Only lines holding "Pond" are wanted; copy each of them from the records below.

━━ Listed entries

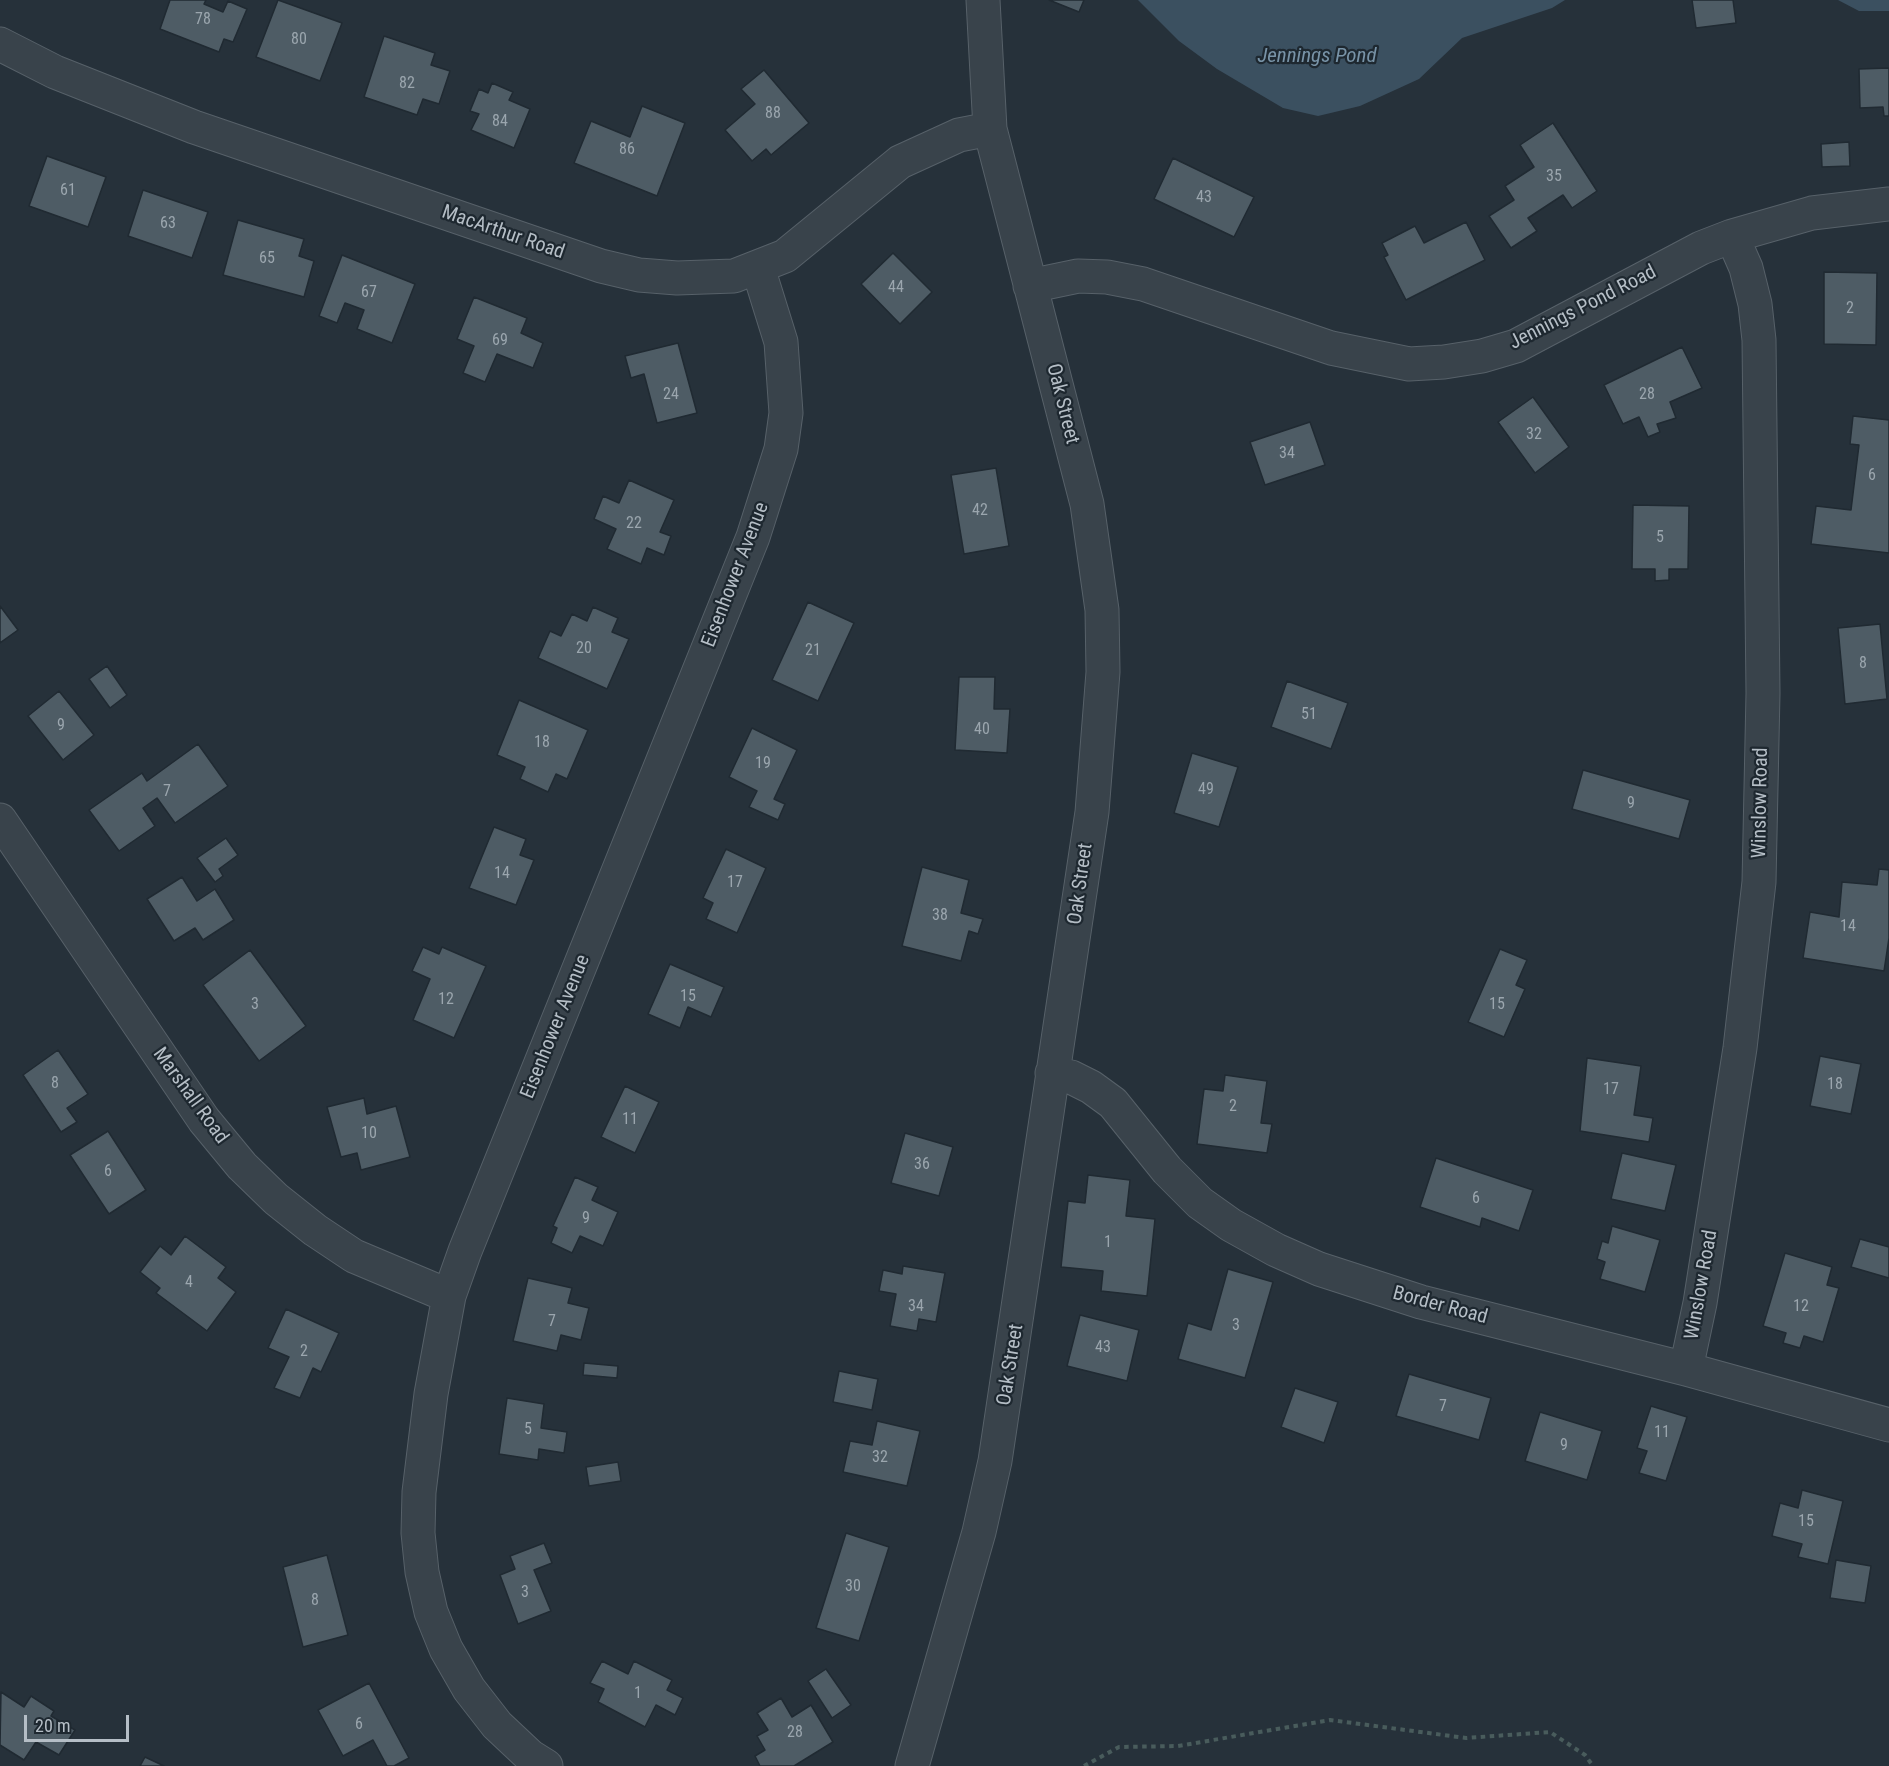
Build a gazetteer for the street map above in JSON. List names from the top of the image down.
{
  "streets": {
    "street": [
      "MacArthur Road",
      "Jennings Pond Road",
      "Oak Street",
      "Eisenhower Avenue",
      "Winslow Road",
      "Marshall Road",
      "Border Road"
    ]
  },
  "crossings": [
    ["MacArthur Road", "Oak Street"],
    ["MacArthur Road", "Eisenhower Avenue"],
    ["Jennings Pond Road", "Oak Street"],
    ["Jennings Pond Road", "Winslow Road"],
    ["Oak Street", "Border Road"],
    ["Eisenhower Avenue", "Marshall Road"],
    ["Winslow Road", "Border Road"]
  ],
  "water": ["Jennings Pond"],
  "house_numbers": [
    "78",
    "80",
    "82",
    "88",
    "84",
    "86",
    "35",
    "61",
    "43",
    "63",
    "65",
    "44",
    "67",
    "2",
    "69",
    "24",
    "28",
    "32",
    "34",
    "6",
    "42",
    "22",
    "5",
    "20",
    "21",
    "8",
    "51",
    "9",
    "40",
    "18",
    "19",
    "49",
    "7",
    "9",
    "14",
    "17",
    "38",
    "14",
    "15",
    "12",
    "3",
    "15",
    "8",
    "18",
    "17",
    "2",
    "11",
    "10",
    "36",
    "6",
    "6",
    "9",
    "1",
    "4",
    "34",
    "12",
    "7",
    "3",
    "43",
    "2",
    "7",
    "5",
    "11",
    "9",
    "32",
    "15",
    "30",
    "3",
    "8",
    "1",
    "6",
    "28"
  ],
  "scale_bar": "20 m"
}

━━━━

Solution for this problem>
      "Jennings Pond Road",
    ["Jennings Pond Road", "Oak Street"],
    ["Jennings Pond Road", "Winslow Road"],
  "water": ["Jennings Pond"],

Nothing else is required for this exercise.